The Post noted Bryk's suicide, one day before Bruce Jenner's heralded coming-out as trans, was a sour counterpoint to the recent boost in public awareness of transgender issues. The report also made mention of other transgender youth suicides -- such as that of Ohio trans teen Leelah Alcorn -- and how they were followed by huge outpourings of support for those struggling with gender dysphoria.

Bryk's death also once again raises questions about the misogynist gaming culture that reared its ugly head during last year's Gamergate controversy.

But most importantly, the newspaper concluded Bryk's suicide shows that anonymous gestures, online "hugs" and celebrity interviews are no panacea for the very real pain felt by transgender individuals across the country, and that progress continues to be slow.

"Next time you think it's funny to make fun of someone transgender think about who you're hurting," wrote Lisa Bryk, Rachel's mother, on Facebook next to an article about her daughter's death.

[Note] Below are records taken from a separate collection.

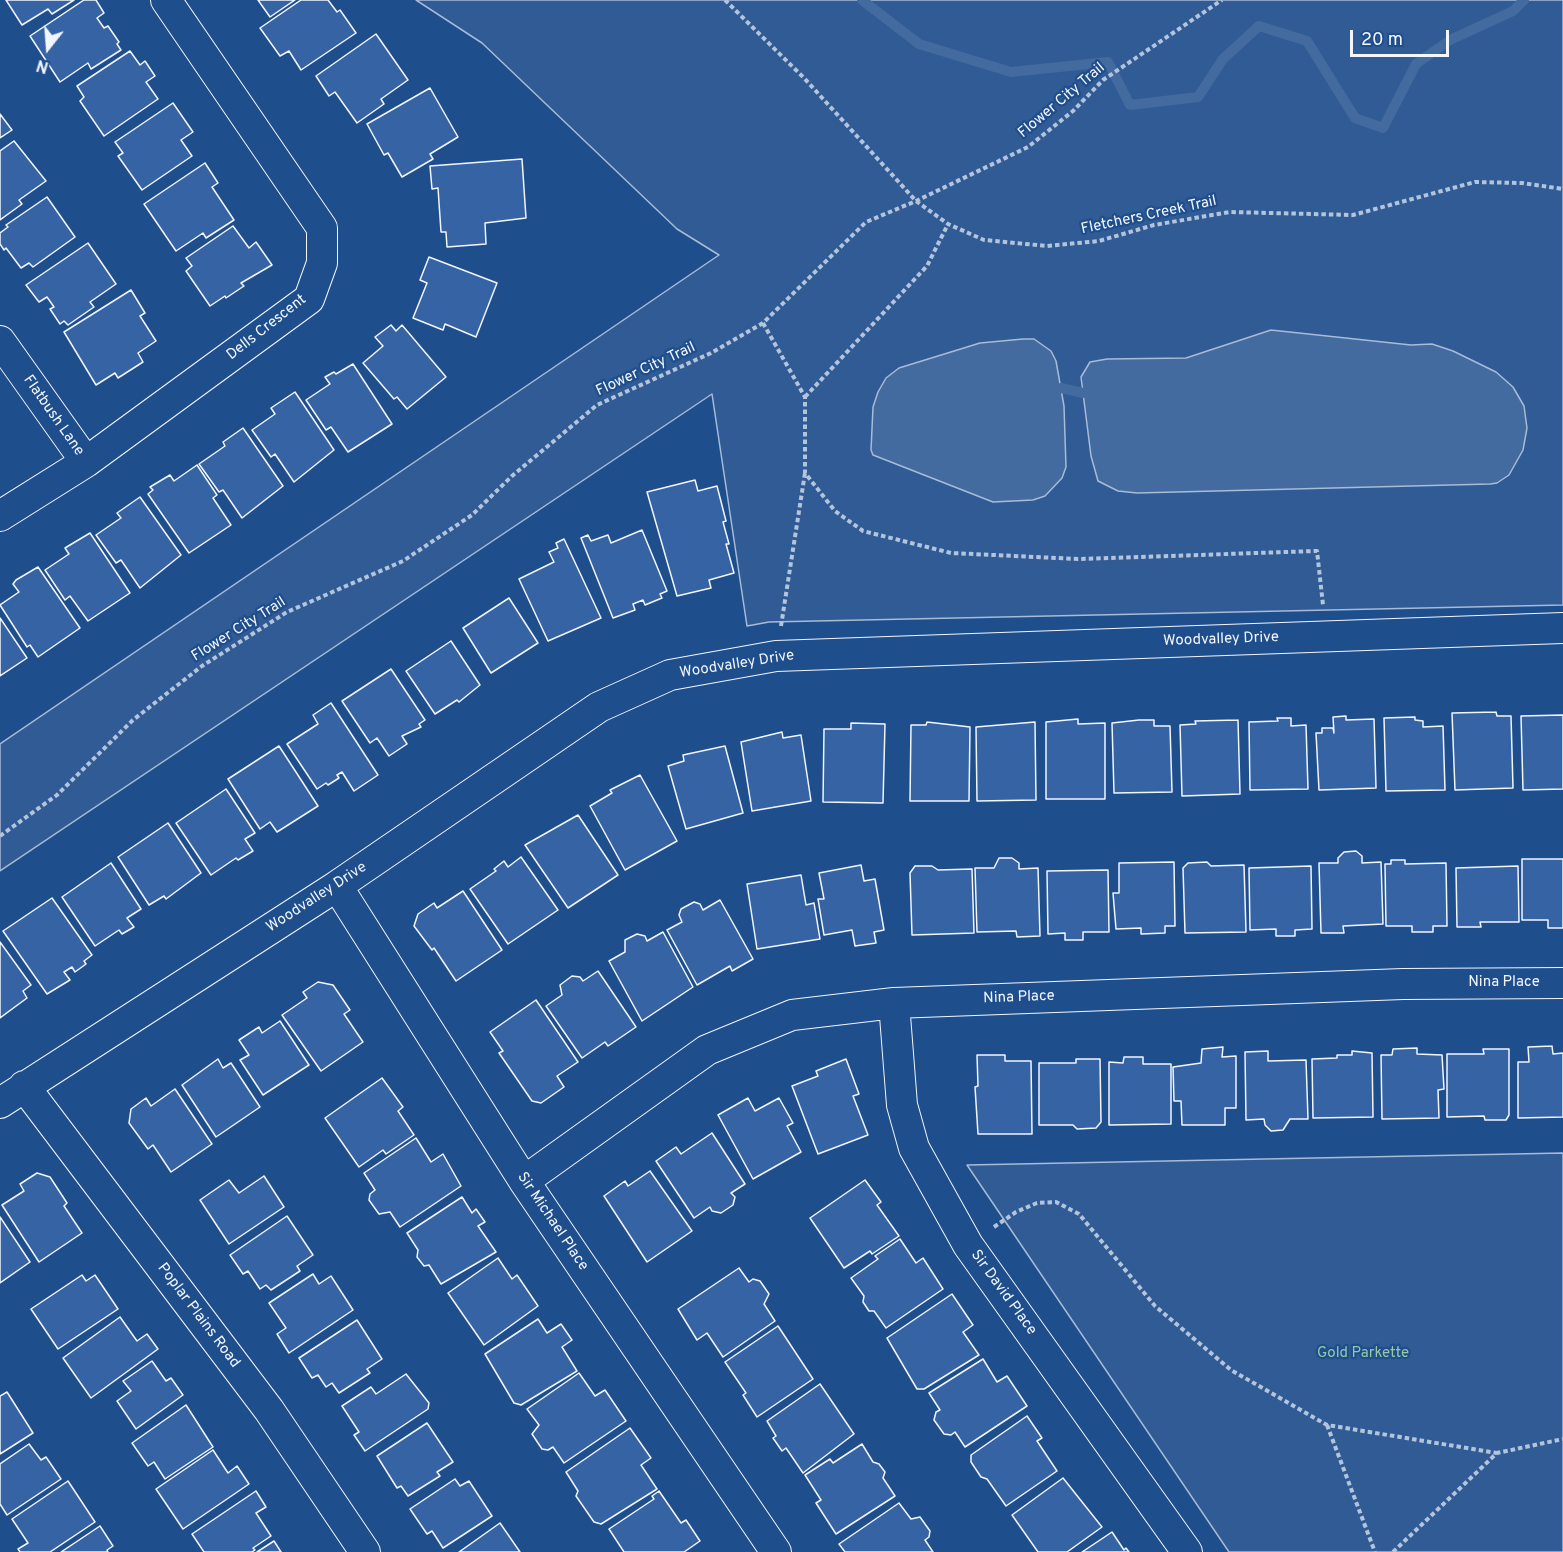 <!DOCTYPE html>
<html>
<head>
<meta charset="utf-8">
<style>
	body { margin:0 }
	#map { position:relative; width:1563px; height:1552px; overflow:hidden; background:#1f4e8c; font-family:Overpass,sans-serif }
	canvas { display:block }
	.north { position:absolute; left:18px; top:18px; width:60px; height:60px; -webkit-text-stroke:4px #1f4e8c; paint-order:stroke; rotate:197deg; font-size:16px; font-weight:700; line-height:24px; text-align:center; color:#f2f6ff }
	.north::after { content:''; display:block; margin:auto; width:21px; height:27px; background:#f2f6ff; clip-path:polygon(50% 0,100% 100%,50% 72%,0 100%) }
	.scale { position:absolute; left:1350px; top:30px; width:99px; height:27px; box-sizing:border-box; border:3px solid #f2f6ff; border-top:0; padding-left:8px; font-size:18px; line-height:21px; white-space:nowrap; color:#f2f6ff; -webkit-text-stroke:4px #1f4e8c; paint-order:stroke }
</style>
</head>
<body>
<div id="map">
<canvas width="1563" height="1552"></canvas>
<div class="north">N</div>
<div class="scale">20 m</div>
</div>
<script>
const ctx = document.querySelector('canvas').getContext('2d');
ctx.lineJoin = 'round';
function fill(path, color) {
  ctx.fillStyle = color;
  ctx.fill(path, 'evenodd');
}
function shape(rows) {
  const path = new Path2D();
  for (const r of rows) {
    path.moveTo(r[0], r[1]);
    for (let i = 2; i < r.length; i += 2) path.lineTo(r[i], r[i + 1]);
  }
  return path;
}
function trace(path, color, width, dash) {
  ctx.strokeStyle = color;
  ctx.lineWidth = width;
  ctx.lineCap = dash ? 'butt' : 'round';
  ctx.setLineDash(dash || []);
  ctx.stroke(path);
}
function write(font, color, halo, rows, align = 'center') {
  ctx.font = font + ' Overpass,sans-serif';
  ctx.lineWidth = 4.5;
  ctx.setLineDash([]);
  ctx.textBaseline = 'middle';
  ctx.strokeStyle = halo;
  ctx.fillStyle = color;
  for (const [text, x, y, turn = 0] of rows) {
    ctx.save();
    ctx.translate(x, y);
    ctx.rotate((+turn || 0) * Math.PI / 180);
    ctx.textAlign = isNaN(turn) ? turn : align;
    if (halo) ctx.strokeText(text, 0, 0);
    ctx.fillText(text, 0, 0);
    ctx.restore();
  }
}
const built = shape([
	[416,0,1563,0,1563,605,769,622,747,626,712,394,0,871,0,744,719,255,677,229,482,43,416,0],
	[1563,1153,1563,1552,1229,1552,967,1165,1563,1153]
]);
fill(built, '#305b95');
trace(built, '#a8bbd7', 1.5);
const water = shape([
	[1271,330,1411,345,1432,344,1453,351,1496,372,1513,387,1524,406,1527,428,1523,450,1509,475,1497,483,1490,484,1137,493,1118,491,1098,481,1091,456,1081,377,1090,362,1107,359,1186,358,1271,330],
	[1023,339,1034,339,1051,351,1056,361,1064,406,1066,467,1062,478,1045,496,1033,500,993,502,873,455,871,450,873,407,878,392,886,378,899,368,980,343,1023,339]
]);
fill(water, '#446ba0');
trace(water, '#a8bbd7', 1.5);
trace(shape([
	[862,0,919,44,1011,72,1108,62,1130,105,1198,97,1223,59,1259,26,1307,41,1355,118,1383,128,1416,64,1450,40,1513,11,1524,0],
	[1061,388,1083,393]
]), '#446ba0', 10);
const building = shape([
	[6,0,74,0,52,14,48,9,22,25,6,0],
	[84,0,96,0,104,13,97,18,104,28,108,26,119,42,117,44,121,50,91,69,88,63,60,82,30,36,84,0],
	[258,0,295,0,270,17,258,0],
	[301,0,328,0,337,12,340,10,356,33,301,70,289,51,280,56,260,28,301,0],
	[376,34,408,80,381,99,384,104,357,123,335,92,329,96,316,76,376,34],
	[130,51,140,65,145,61,155,76,146,82,158,99,104,136,80,101,84,97,77,86,130,51],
	[430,88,458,137,430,154,433,159,402,177,388,153,384,155,367,124,430,88],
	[173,103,193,132,181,140,192,156,142,190,118,156,123,153,115,142,173,103],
	[0,114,12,130,0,138,0,114],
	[14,141,46,181,19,200,22,204,0,220,0,151,14,141],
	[522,159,526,218,485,223,486,244,447,247,446,232,441,232,438,188,432,189,430,166,522,159],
	[205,163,218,183,212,187,234,220,206,238,203,233,176,251,144,204,205,163],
	[47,197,75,237,33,267,29,263,21,268,6,248,4,250,0,244,0,233,8,227,6,225,47,197],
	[233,226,249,248,256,242,272,265,241,283,244,286,226,298,225,296,210,306,186,271,192,266,186,258,233,226],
	[88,243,116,284,90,302,94,307,68,325,64,321,60,324,50,309,54,307,47,297,39,302,26,285,88,243],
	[429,257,497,283,476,337,445,324,443,330,413,318,427,283,420,280,429,257],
	[131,290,145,313,140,316,156,341,138,353,143,362,118,378,115,373,96,385,64,332,131,290],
	[391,325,396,331,402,325,446,377,407,409,397,397,394,399,363,363,383,346,375,337,391,325],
	[353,364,392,424,348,452,331,427,326,430,306,400,330,384,325,377,334,372,336,374,353,364],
	[295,392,334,450,294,482,275,454,271,457,252,430,275,414,271,408,295,392],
	[243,428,283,486,242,518,223,490,219,492,199,464,225,446,223,442,243,428],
	[197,465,217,495,213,498,231,525,189,553,148,494,153,490,150,487,170,475,174,481,197,465],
	[695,480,698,491,717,486,726,521,723,522,729,544,726,544,734,573,709,580,711,588,677,596,647,492,695,480],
	[140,497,181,555,140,588,121,560,116,563,96,535,121,518,117,513,140,497],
	[642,530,667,591,660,594,662,598,645,605,643,600,633,604,635,610,613,618,581,538,588,535,591,541,608,535,611,543,642,530],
	[90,533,130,593,88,621,70,596,65,600,45,570,69,554,65,548,90,533],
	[564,539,601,618,548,641,519,579,554,562,549,552,558,548,556,543,564,539],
	[38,567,80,628,38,657,30,645,27,647,0,605,19,592,13,584,16,580,38,567],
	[509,598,538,643,491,673,463,628,509,598],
	[0,618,27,658,0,676,0,618],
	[451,641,480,685,459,702,457,700,435,714,406,671,451,641],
	[391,669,425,720,419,724,421,727,402,736,407,744,389,756,377,738,370,743,342,701,391,669],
	[331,703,378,775,354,791,342,772,337,775,339,778,328,785,326,783,317,789,287,744,318,724,313,715,331,703],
	[1496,712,1497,716,1511,716,1513,788,1455,790,1452,713,1496,712],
	[1563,715,1563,789,1523,790,1521,716,1563,715],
	[1346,716,1346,720,1374,719,1376,788,1319,790,1316,733,1322,733,1322,728,1333,728,1334,733,1333,717,1346,716],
	[1415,717,1415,720,1423,721,1423,727,1443,726,1445,790,1386,791,1384,718,1415,717],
	[1277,718,1291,718,1291,726,1306,725,1308,789,1250,790,1249,722,1278,721,1277,718],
	[1078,719,1078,724,1105,723,1105,799,1046,799,1046,722,1078,719],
	[1139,720,1154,720,1154,726,1170,726,1172,792,1114,793,1112,723,1139,720],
	[1238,720,1240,794,1182,796,1180,725,1196,724,1195,721,1238,720],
	[927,722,970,727,969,801,910,801,911,725,926,725,927,722],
	[1035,722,1036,800,977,801,976,727,1035,722],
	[851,723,885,724,883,803,823,802,824,729,851,729,851,723],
	[782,732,783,738,801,735,811,801,752,811,741,742,782,732],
	[279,746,318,806,277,832,270,822,260,829,228,779,279,746],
	[725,746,743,813,686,829,668,766,684,761,683,755,725,746],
	[640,775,677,841,625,870,590,806,612,793,610,790,640,775],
	[226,789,255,833,245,839,253,851,238,860,236,858,211,875,176,823,226,789],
	[578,815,618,875,568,908,525,845,578,815],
	[168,823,201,873,166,899,164,896,149,905,118,857,168,823],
	[1356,851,1362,856,1362,863,1381,862,1383,924,1343,926,1344,933,1321,933,1319,863,1338,863,1338,858,1344,852,1356,851],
	[521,857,558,910,508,944,470,889,496,871,494,869,504,861,508,867,521,857],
	[999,858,1012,858,1019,863,1019,869,1038,868,1040,936,1017,937,1016,931,977,932,975,868,994,868,999,858],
	[1522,859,1563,859,1563,928,1548,928,1548,920,1522,920,1522,859],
	[1391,860,1405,860,1405,864,1446,863,1447,926,1433,926,1433,932,1412,932,1412,926,1386,926,1385,864,1391,864,1391,860],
	[1174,862,1175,926,1165,926,1165,933,1141,934,1141,928,1116,929,1113,893,1119,893,1119,863,1174,862],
	[1207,862,1211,866,1244,865,1246,932,1185,933,1183,868,1188,863,1207,862],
	[111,863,141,909,127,918,134,927,122,934,119,930,95,946,62,897,111,863],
	[861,865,864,881,875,879,884,930,874,932,876,943,855,946,852,930,824,935,818,899,824,899,819,873,861,865],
	[915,866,932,866,938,870,972,869,974,933,912,935,910,873,915,866],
	[1311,866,1312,929,1295,930,1295,936,1276,936,1276,929,1250,930,1249,868,1311,866],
	[1518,866,1519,922,1480,922,1481,927,1457,927,1456,868,1518,866],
	[1108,870,1109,932,1083,932,1083,940,1065,940,1065,933,1048,934,1047,871,1108,870],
	[801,875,806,905,814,903,820,939,757,949,747,884,801,875],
	[463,891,502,950,456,981,434,948,432,950,414,926,418,914,434,903,437,908,463,891],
	[52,898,92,955,84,961,86,964,75,972,72,967,64,972,70,980,47,994,3,931,52,898],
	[720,900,753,959,732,971,730,966,697,985,667,930,682,922,679,915,681,909,694,902,700,904,703,910,720,900],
	[663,932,693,987,642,1021,609,961,625,952,625,940,637,934,645,936,647,941,663,932],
	[0,942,31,985,23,991,27,998,0,1018,0,942],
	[598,971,636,1027,608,1046,605,1042,582,1058,546,1006,562,995,560,985,572,976,580,977,583,981,598,971],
	[318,982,333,985,350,1010,344,1014,363,1042,321,1071,282,1015,307,998,303,992,318,982],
	[536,1000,578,1062,557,1076,564,1087,541,1103,532,1101,499,1053,503,1051,490,1032,536,1000],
	[280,1021,309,1065,263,1095,240,1060,249,1055,239,1040,259,1027,262,1033,280,1021],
	[1552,1046,1553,1054,1563,1053,1563,1117,1518,1118,1518,1062,1529,1062,1528,1047,1552,1046],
	[1223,1047,1222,1057,1236,1056,1236,1108,1225,1108,1225,1125,1182,1125,1181,1101,1174,1101,1173,1067,1201,1063,1202,1049,1223,1047],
	[1417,1048,1417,1054,1442,1055,1444,1089,1438,1090,1439,1118,1382,1119,1381,1055,1392,1055,1393,1049,1417,1048],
	[1483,1049,1509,1049,1509,1115,1506,1120,1485,1120,1484,1116,1447,1117,1447,1054,1484,1054,1483,1049],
	[1268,1051,1268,1061,1306,1060,1308,1119,1290,1119,1283,1130,1271,1131,1265,1125,1264,1119,1246,1120,1245,1052,1268,1051],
	[1352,1051,1372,1053,1373,1117,1313,1118,1312,1059,1337,1058,1337,1055,1352,1055,1352,1051],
	[977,1055,1005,1055,1005,1061,1031,1061,1032,1134,978,1134,975,1087,978,1086,977,1055],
	[1124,1057,1143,1057,1143,1064,1171,1064,1171,1124,1109,1125,1109,1062,1123,1063,1124,1057],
	[218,1059,223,1068,231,1063,260,1107,216,1137,182,1085,218,1059],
	[846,1059,859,1094,853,1096,868,1135,818,1154,792,1086,818,1076,816,1071,846,1059],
	[1076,1059,1100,1059,1101,1122,1096,1128,1077,1129,1073,1125,1039,1125,1039,1063,1076,1063,1076,1059],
	[382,1078,403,1107,398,1111,414,1135,386,1154,383,1150,359,1167,325,1118,382,1078],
	[175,1089,212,1144,171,1172,153,1145,148,1149,129,1123,131,1109,146,1098,151,1106,175,1089],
	[748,1098,755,1111,779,1098,793,1123,787,1126,801,1152,753,1179,718,1115,748,1098],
	[712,1133,745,1184,731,1193,735,1197,733,1205,721,1213,712,1211,710,1207,694,1218,656,1161,676,1147,681,1154,712,1133],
	[416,1138,431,1162,443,1154,461,1186,400,1227,390,1212,379,1214,369,1200,370,1194,375,1190,364,1173,416,1138],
	[650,1171,692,1231,647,1262,604,1196,625,1181,628,1186,650,1171],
	[37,1173,50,1177,67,1203,64,1206,82,1233,39,1262,2,1205,24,1191,20,1184,37,1173],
	[264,1176,284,1207,229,1244,200,1200,229,1180,239,1193,264,1176],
	[865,1180,881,1202,877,1205,899,1236,872,1254,870,1251,844,1268,810,1218,865,1180],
	[462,1197,472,1213,476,1209,485,1222,478,1226,496,1252,441,1284,429,1265,424,1266,417,1257,418,1250,407,1233,462,1197],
	[287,1216,313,1255,297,1266,300,1271,271,1290,266,1285,260,1289,248,1271,243,1274,230,1255,287,1216],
	[0,1217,30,1262,0,1283,0,1217],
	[900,1239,916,1263,923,1258,943,1289,886,1328,874,1311,869,1311,863,1302,864,1296,851,1278,878,1259,875,1256,900,1239],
	[498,1258,512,1279,517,1275,538,1306,484,1345,448,1293,498,1258],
	[739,1268,749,1282,753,1279,760,1281,769,1294,764,1304,775,1321,723,1357,707,1333,697,1340,678,1309,739,1268],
	[313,1274,319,1284,331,1276,353,1310,289,1353,277,1334,286,1328,269,1303,313,1274],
	[82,1275,86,1281,95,1275,118,1309,58,1349,31,1309,82,1275],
	[952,1294,973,1325,963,1332,979,1355,924,1389,917,1389,887,1338,952,1294],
	[120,1317,137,1341,147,1334,158,1349,91,1398,63,1358,120,1317],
	[538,1319,547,1333,561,1324,572,1340,562,1347,577,1371,521,1405,514,1403,485,1354,538,1319],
	[357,1320,382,1359,367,1369,370,1373,339,1393,332,1383,326,1387,318,1375,312,1378,299,1358,357,1320],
	[778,1326,813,1379,757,1417,743,1395,746,1393,725,1362,778,1326],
	[983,1359,997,1382,1007,1376,1027,1406,965,1447,955,1432,951,1435,944,1434,934,1420,936,1412,940,1410,929,1393,983,1359],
	[152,1361,166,1381,171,1378,183,1395,136,1429,117,1401,131,1391,123,1381,152,1361],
	[579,1373,595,1396,605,1390,626,1421,564,1463,553,1447,548,1450,542,1449,532,1434,539,1425,527,1409,579,1373],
	[406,1374,429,1403,428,1409,365,1451,354,1435,359,1432,342,1406,371,1387,376,1394,406,1374],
	[820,1384,854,1434,803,1473,786,1448,782,1451,773,1438,776,1436,767,1421,820,1384],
	[7,1392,33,1433,0,1454,0,1396,7,1392],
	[186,1405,213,1447,165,1479,154,1462,148,1466,132,1443,186,1405],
	[1027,1416,1042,1438,1037,1441,1057,1471,1006,1506,987,1479,981,1477,971,1462,971,1455,1027,1416],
	[427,1423,453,1462,437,1472,440,1476,408,1496,401,1486,397,1488,377,1456,427,1423],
	[630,1428,651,1458,641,1465,657,1489,601,1524,594,1522,576,1496,578,1491,566,1472,630,1428],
	[29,1444,41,1460,46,1457,61,1479,7,1515,0,1504,0,1464,29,1444],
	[862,1444,873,1462,879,1464,885,1472,883,1478,895,1496,836,1534,816,1503,821,1500,805,1475,830,1459,833,1463,862,1444],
	[213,1450,228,1473,237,1466,249,1484,183,1529,156,1489,213,1450],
	[1063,1478,1102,1527,1067,1552,1038,1552,1012,1515,1063,1478],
	[455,1479,460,1486,469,1481,492,1516,443,1548,432,1531,427,1534,410,1509,455,1479],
	[68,1481,95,1522,50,1552,20,1552,18,1549,28,1543,12,1519,68,1481],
	[256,1491,266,1507,256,1513,271,1536,253,1548,255,1550,252,1552,204,1552,192,1534,256,1491],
	[659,1491,681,1523,686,1520,700,1541,684,1552,624,1552,609,1529,654,1499,652,1496,659,1491],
	[899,1503,911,1519,920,1517,930,1531,929,1537,925,1540,933,1552,845,1552,839,1544,899,1503],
	[500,1523,520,1552,459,1552,500,1523],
	[100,1526,113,1546,107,1550,108,1552,61,1552,100,1526],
	[1112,1532,1124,1550,1126,1548,1129,1552,1082,1552,1112,1532],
	[274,1541,281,1552,257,1552,274,1541]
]);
fill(building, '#3563a3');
trace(building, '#f2f6ff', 1.5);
const minor = shape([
	[0,341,86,462],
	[0,516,86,462,309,299,322,263,322,228,166,0],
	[337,886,524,1181,776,1552],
	[894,1003,902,1105,914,1148,968,1245,1187,1552],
	[24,1086,269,1410,365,1552],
	[0,1103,337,886,599,707,670,675,776,656,1563,628],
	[524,1181,707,1050,792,1015,894,1003,1403,984,1563,983]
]);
trace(minor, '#f2f6ff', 32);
trace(shape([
	[725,0,804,78,916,201,948,224,984,240,1047,246,1099,241,1154,225,1230,212,1353,215,1475,182,1522,183,1563,189],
	[763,323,805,397,805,473,835,511,863,531,951,553,1078,559,1317,551,1323,605],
	[805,397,927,266,948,224],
	[781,626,805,473],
	[0,836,57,795,133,720,202,666,287,612,403,561,472,515,512,476,597,405,711,353,763,323,866,222,916,201,1028,147,1073,111,1103,80,1222,0],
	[994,1227,1016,1212,1037,1203,1056,1202,1079,1214,1155,1306,1231,1370,1327,1425,1497,1453],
	[1327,1425,1375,1552],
	[1393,1552,1497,1453,1563,1439]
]), '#b3c4dc', 4, [4.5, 3]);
trace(minor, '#1f4e8c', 30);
write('15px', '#f2f6ff', '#1f4e8c', [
	["Flower City Trail",1062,101,-40],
	["Fletchers Creek Trail",1149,216,-12],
	["Dells Crescent",267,328,-38],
	["Flower City Trail",646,370,-25],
	["Flatbush Lane",53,416,55],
	["Flower City Trail",239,630,-32],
	["Woodvalley Drive",1221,640,-2],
	["Woodvalley Drive",737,665,-9],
	["Woodvalley Drive",317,898,-33],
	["Nina Place",1504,983],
	["Nina Place",1019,998,-2],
	["Sir Michael Place",552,1222,56],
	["Sir David Place",1003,1293,54],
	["Poplar Plains Road",198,1316,53]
]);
write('15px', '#97c8a6', '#1f4e8c', [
	["Gold Parkette",1363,1354]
]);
</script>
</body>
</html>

The Post reported she was a shy kid from Wall, N.J., who found a community online. Most of the time, Bryk bantered with fellow gamers about Dolphin fixes and glitches. But sometimes, she talked about being transgender. "On the plus side I managed to get through 3 airports without being misgendered, even by people who saw my [male] ID and even got a shocked reaction from someone who saw my name and had not previously suspected," Bryk wrote in early April. Her Twitter account shows male and female symbols alongside a pronoun guide: "she/her."

Bryk was the fourth person to commit suicide from the George Washington Bridge in nine days. Last year, officials announced a plan to put up nine-foot fences along the bridge, but the fences have yet to go up.

On her mother's Facebook page, supporters posted messages criticizing those who harassed Bryk. "No one is placed on this earth to judge," wrote one family friend. "People hide behind their computers and type vicious comments. People are 'brave' behind their screens but really, they are ignorant and sad."

Lisa Bryk said her daughter's illnesses -- and not just the abuse she suffered online -- drove her to suicide. "While Rachel was certainly bullied and harassed online, that was NOT the reason she committed suicide," she wrote. "Please pass along info on the abuse that trans individuals endure, but let's also educate people on how difficult it is to live every moment in pain. A combination of everything was likely the cause, so let's not make her an anonymous statistic."

One former colleague from Dolphin commented: "No matter what, she was always willing to help anyone. Of all the devs she was the most helpful on the forums, always pitching in. Dolphin is a smaller place without her."

Bryk's death is the eighth reported suicide of a transgender young person in the U.S. this year, in an "epidemic" that trans advocates say sees far more causalities than make headlines. In early April, a 16-year-old trans girl named Taylor Alesana took her own life, less than a month after thousands mourned the suicide of 18-year-old Charlotte, N.C.-based trans activist Blake Brockington, who had become known nationwide as the city's first out transgender homecoming king.

If you are a trans or gender-nonconforming person considering suicide, Trans Lifeline can be reached at 877-565-8860. LGBT youth (ages 24 and younger) can reach the Trevor Project Lifeline at 1-866-488-7386. The National Suicide Prevention Lifeline at 1-800-273-8255 can also be reached 24 hours a day by people of all ages and identities.